Although we may be tempted to think that water flowing from deep within Mt. Gumgang is the
best, would you believe that the city water we so often mistrust is actually the best water for boilers?
  Of course, city water is far from perfect. As the water passes through the precipitation and
filtration processes at the filtration plant, some particles are not completely removed, and the clarity of the water source (i.e. river water) also greatly affects water quality. After all, aren't rivers murky and muddy during the rainy season?
  However, since the filtration plant quality standard of city water is set to be safe for people to
drink, it is also perfectly fine for boiler.
  On the other hand, oil and gas boilers have very complex water tank internal structures that
require scale removal through chemical treatment (although chemical treatment is often insufficient for complete removal) and a separate city water filter device in order to have a lifespan of 5 to 6 years. These boilers can be used with reasonable confidence only with filters to block out fine particles and an ion exchange purifier to remove minerals. However, the costs of purification system installation and regular filter replacement are considerable, and there is the additional hassle of needing to periodically add salt to the ion exchange purifier.
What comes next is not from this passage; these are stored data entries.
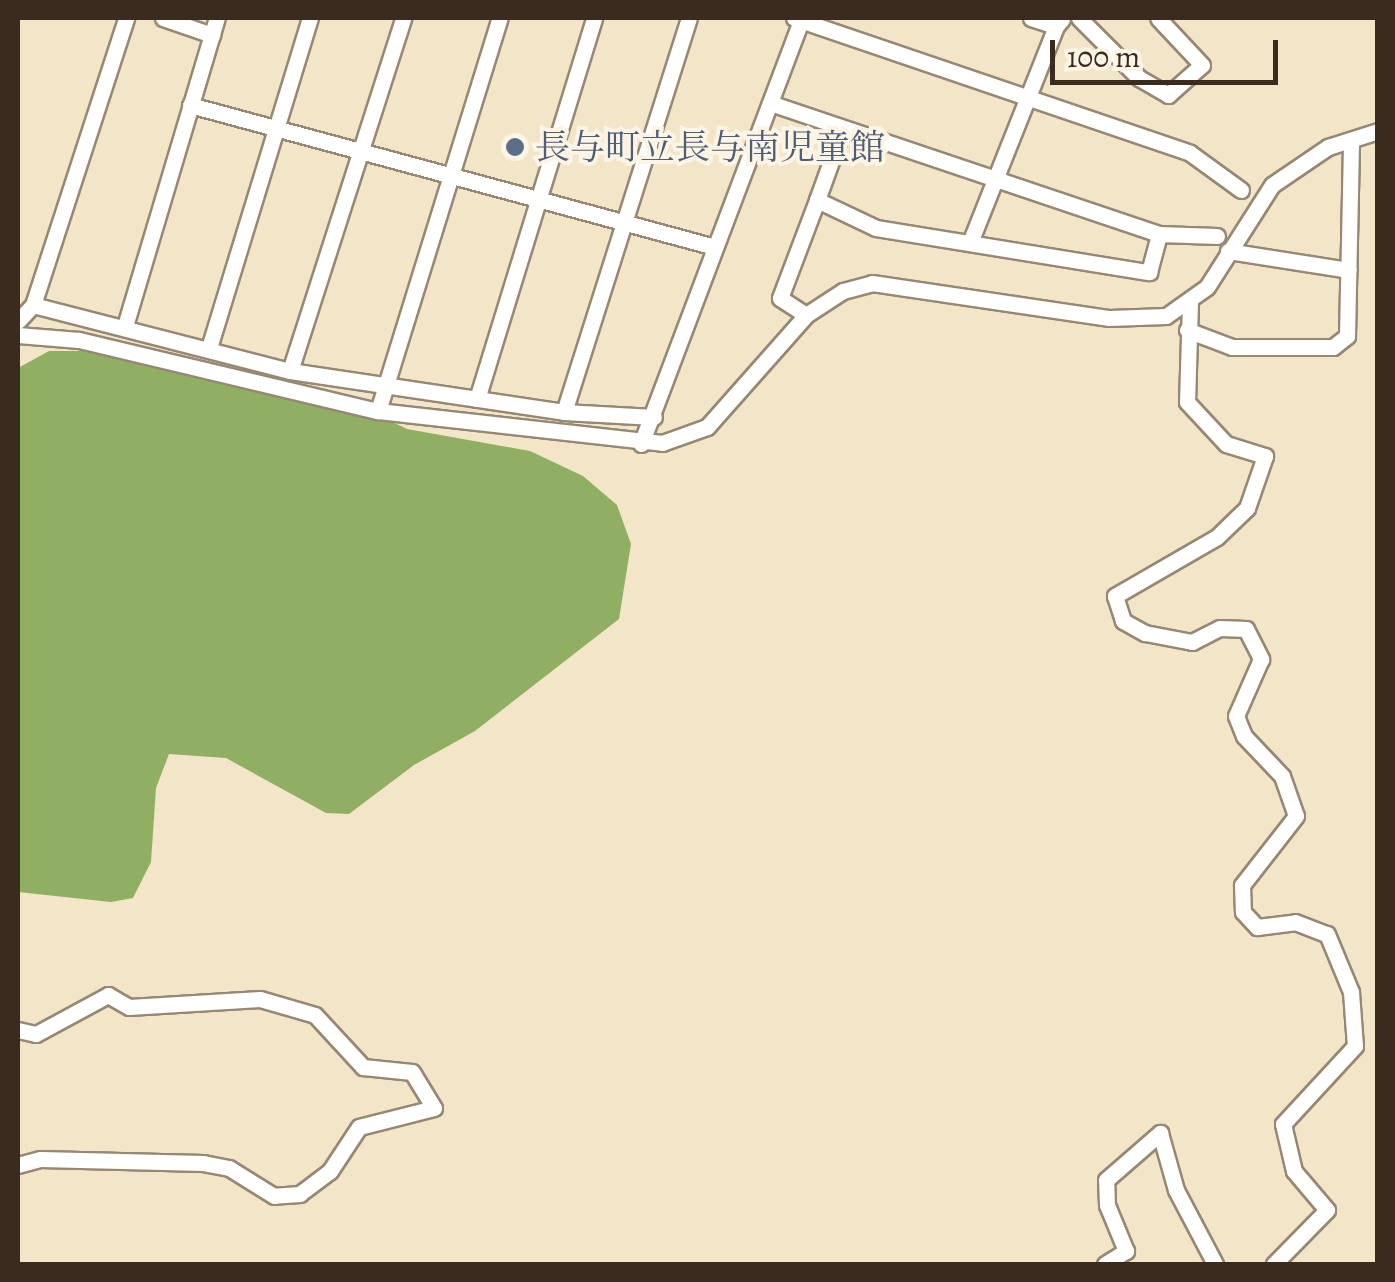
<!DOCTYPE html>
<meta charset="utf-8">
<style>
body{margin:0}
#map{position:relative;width:1395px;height:1282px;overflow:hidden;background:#f2e5c8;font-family:Alegreya,"Noto Serif JP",serif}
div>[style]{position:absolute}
.forest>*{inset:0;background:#91af62}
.roads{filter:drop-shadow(2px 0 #968873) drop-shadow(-2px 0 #968873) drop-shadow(0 2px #968873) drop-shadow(0 -2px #968873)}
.minor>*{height:15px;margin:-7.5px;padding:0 7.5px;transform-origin:7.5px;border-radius:7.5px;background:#fff}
.dots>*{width:28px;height:28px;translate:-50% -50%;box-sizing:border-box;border:5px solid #fcf5e5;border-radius:50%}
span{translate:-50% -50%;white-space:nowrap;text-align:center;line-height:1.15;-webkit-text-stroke:8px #fcf5e5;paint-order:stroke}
.service-label{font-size:35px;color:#4e5e75}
.left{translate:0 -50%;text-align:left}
.frame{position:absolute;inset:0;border:20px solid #3b2a1e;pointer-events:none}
.scale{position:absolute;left:1050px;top:40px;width:228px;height:45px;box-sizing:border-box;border:5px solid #3b2a1e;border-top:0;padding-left:12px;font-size:30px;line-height:35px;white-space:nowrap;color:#3b2a1e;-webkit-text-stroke:8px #fcf5e5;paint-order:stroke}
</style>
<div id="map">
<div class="forest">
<div style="clip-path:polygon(49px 351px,114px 351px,326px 390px,407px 429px,530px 451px,583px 476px,617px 505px,631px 544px,619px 619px,475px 731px,414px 765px,349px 814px,326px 813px,226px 758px,169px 754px,156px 788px,151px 862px,133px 898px,111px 902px,18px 892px,18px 368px)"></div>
</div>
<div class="roads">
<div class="minor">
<div style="left:163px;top:18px;width:52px;rotate:19.1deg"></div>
<div style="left:794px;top:18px;width:418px;rotate:18.8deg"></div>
<div style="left:1190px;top:153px;width:63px;rotate:36deg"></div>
<div style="left:1031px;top:18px;width:26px;rotate:18deg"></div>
<div style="left:1056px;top:26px;width:9px;rotate:-49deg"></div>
<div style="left:1079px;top:18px;width:85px;rotate:45deg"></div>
<div style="left:1139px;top:78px;width:34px;rotate:30deg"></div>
<div style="left:1168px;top:95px;width:45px;rotate:-41.4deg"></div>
<div style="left:1202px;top:65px;width:64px;rotate:-133.1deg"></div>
<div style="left:770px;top:103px;width:410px;rotate:18.6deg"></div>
<div style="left:1159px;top:234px;width:58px;rotate:2deg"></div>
<div style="left:190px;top:105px;width:544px;rotate:15.14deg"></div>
<div style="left:842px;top:131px;width:73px;rotate:109.9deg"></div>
<div style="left:817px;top:200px;width:65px;rotate:25.4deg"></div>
<div style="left:876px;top:228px;width:277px;rotate:9.2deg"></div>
<div style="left:1149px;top:272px;width:39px;rotate:-75deg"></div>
<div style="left:971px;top:240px;width:230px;rotate:-68.3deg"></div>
<div style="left:1228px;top:251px;width:122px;rotate:8.9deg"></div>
<div style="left:1190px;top:302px;width:100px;rotate:91.7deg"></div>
<div style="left:1187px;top:402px;width:57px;rotate:47.1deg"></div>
<div style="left:1226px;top:444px;width:41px;rotate:17.1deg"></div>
<div style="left:1265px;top:456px;width:55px;rotate:109.1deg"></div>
<div style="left:1247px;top:508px;width:42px;rotate:136deg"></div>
<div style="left:1217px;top:537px;width:118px;rotate:150deg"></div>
<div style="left:1115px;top:596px;width:26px;rotate:72deg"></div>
<div style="left:1123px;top:621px;width:25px;rotate:29deg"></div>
<div style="left:1145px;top:633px;width:48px;rotate:10.8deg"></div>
<div style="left:1192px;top:642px;width:31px;rotate:-27deg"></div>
<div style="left:1220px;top:628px;width:26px;rotate:2deg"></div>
<div style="left:1246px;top:629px;width:34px;rotate:63deg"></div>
<div style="left:1261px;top:659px;width:62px;rotate:113.7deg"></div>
<div style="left:1236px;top:716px;width:22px;rotate:68deg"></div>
<div style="left:1244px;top:736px;width:55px;rotate:46.5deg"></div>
<div style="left:1282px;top:776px;width:42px;rotate:70.7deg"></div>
<div style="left:1296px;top:816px;width:88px;rotate:128deg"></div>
<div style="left:1242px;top:885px;width:27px;rotate:88deg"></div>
<div style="left:1243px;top:912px;width:21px;rotate:47deg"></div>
<div style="left:1257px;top:927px;width:38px;rotate:-7deg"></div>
<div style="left:1295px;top:922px;width:34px;rotate:21deg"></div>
<div style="left:1327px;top:934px;width:63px;rotate:67.5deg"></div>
<div style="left:1351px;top:992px;width:54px;rotate:85.8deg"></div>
<div style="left:1355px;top:1046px;width:106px;rotate:132.7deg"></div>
<div style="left:1283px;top:1124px;width:48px;rotate:76.8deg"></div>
<div style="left:1294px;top:1171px;width:51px;rotate:49.8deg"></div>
<div style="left:1327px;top:1210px;width:76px;rotate:134.5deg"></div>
<div style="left:33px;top:305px;width:265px;rotate:14.4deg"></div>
<div style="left:290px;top:371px;width:277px;rotate:8.5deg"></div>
<div style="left:564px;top:412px;width:90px;rotate:3.2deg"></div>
<div style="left:806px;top:315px;width:31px;rotate:-147deg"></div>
<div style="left:780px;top:298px;width:105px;rotate:-69.3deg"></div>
<div style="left:18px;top:321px;width:22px;rotate:-47deg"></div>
<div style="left:33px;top:305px;width:302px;rotate:-72deg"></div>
<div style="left:125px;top:326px;width:321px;rotate:-73.4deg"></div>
<div style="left:1187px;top:330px;width:48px;rotate:20.7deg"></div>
<div style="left:1232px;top:347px;width:101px"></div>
<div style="left:1333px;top:347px;width:18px;rotate:-38deg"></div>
<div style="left:1347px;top:336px;width:196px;rotate:-88.8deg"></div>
<div style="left:18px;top:335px;width:61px;rotate:4.7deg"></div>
<div style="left:79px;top:340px;width:307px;rotate:13.4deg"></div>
<div style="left:378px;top:411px;width:286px;rotate:6.4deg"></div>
<div style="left:662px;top:443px;width:48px;rotate:-19.6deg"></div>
<div style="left:707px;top:427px;width:149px;rotate:-48.5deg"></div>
<div style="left:806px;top:315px;width:44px;rotate:-33deg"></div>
<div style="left:843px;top:291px;width:30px;rotate:-15deg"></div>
<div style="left:872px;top:283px;width:240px;rotate:8.4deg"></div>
<div style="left:1109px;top:318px;width:57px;rotate:-2deg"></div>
<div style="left:1166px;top:316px;width:50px;rotate:-35.3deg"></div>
<div style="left:1207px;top:287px;width:121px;rotate:-57.5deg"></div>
<div style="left:1272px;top:185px;width:68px;rotate:-34.2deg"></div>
<div style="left:1328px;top:147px;width:52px;rotate:-17.7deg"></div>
<div style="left:209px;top:348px;width:345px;rotate:-73deg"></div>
<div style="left:290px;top:371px;width:371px;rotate:-72.2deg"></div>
<div style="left:477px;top:399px;width:399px;rotate:-72.9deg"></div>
<div style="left:378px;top:411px;width:412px;rotate:-72.8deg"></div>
<div style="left:564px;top:412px;width:413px;rotate:-72.4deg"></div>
<div style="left:641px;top:444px;width:455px;rotate:-69.3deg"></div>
<div style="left:18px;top:1030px;width:18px;rotate:13deg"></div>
<div style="left:36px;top:1034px;width:82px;rotate:-28.4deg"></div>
<div style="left:108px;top:995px;width:24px;rotate:30deg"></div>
<div style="left:129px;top:1007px;width:131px;rotate:-3.5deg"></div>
<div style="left:260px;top:999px;width:57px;rotate:16.2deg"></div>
<div style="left:315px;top:1015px;width:71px;rotate:47.3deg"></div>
<div style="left:363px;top:1067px;width:49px;rotate:5.8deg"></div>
<div style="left:412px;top:1072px;width:42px;rotate:58.6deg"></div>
<div style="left:434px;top:1108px;width:77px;rotate:165.8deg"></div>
<div style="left:359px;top:1127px;width:53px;rotate:123.4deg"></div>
<div style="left:330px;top:1171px;width:38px;rotate:143deg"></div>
<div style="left:300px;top:1194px;width:26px;rotate:176deg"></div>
<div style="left:274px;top:1196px;width:53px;rotate:-148.1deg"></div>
<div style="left:229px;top:1168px;width:26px;rotate:-169deg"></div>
<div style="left:203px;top:1163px;width:163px;rotate:-178.6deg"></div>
<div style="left:40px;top:1159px;width:23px;rotate:165deg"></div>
<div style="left:1105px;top:1264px;width:25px;rotate:-32deg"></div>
<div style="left:1126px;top:1251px;width:50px;rotate:-112.4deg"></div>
<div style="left:1107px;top:1205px;width:25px;rotate:-92deg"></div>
<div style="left:1106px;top:1180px;width:72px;rotate:-41deg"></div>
<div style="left:1160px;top:1133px;width:59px;rotate:74.3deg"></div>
<div style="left:1176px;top:1190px;width:84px;rotate:62.2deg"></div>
</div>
</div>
<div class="dots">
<div style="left:515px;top:147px;background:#5c6f8a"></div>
</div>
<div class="service-label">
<span class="left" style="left:535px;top:147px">長与町立長与南児童館</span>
</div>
<div class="frame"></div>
<div class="scale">100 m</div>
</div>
  Actually, in order to purify water properly, numerous complicated processes are necessary.
For example, steam turbine boilers in a power plant go through the filtration stages of dissolved gas (dissolved oxygen, etc.) elimination, fine particle precipitation, filtration, solidification of solvent minerals, purification, etc. in order to protect the expensive boiler.
  Compared with oil or gas boilers, electric boilers have a simple water tank internal structure
with no need to install filters, and an internal cleaning once every three years or so will be enough to ensure quality performance.
  The problem lies in self-drawn water sources such as underground reserve water.
  There are countless organic particles, mineral elements, minute mud sediments, and other
chemical matters from the earth surface in underground reserve water. As the boiler boils this water, these fine particles build up a thick scale layer on the floor and sides of the boiler.
  In order to minimize this scale formation, blocking out fine particles and installing a filtration
system is highly effective, but another problem is the volatility of chemical elements.
  As these particles are boiled and evaporate, they combine with dirt particles from the water
and block the pipes and walls of the steamer. It is hard to prevent the inflow of such particles. Hence, when you are preparing food, it is best to avoid using underground reserve water in your boiler.
  The problem of scale formation is quite difficult and boiler manufacturers worldwide are
grappling with it. In fact, as a result of this very problem, many foreign companies are hesitant to enter the domestic market.
  It is not uncommon to see oil or gas boilers thrown away after only a year due to the usage
of underground reserve water. Fortunately, Korea's river water is soft water below level 6, so city water can be used without any harmful effects.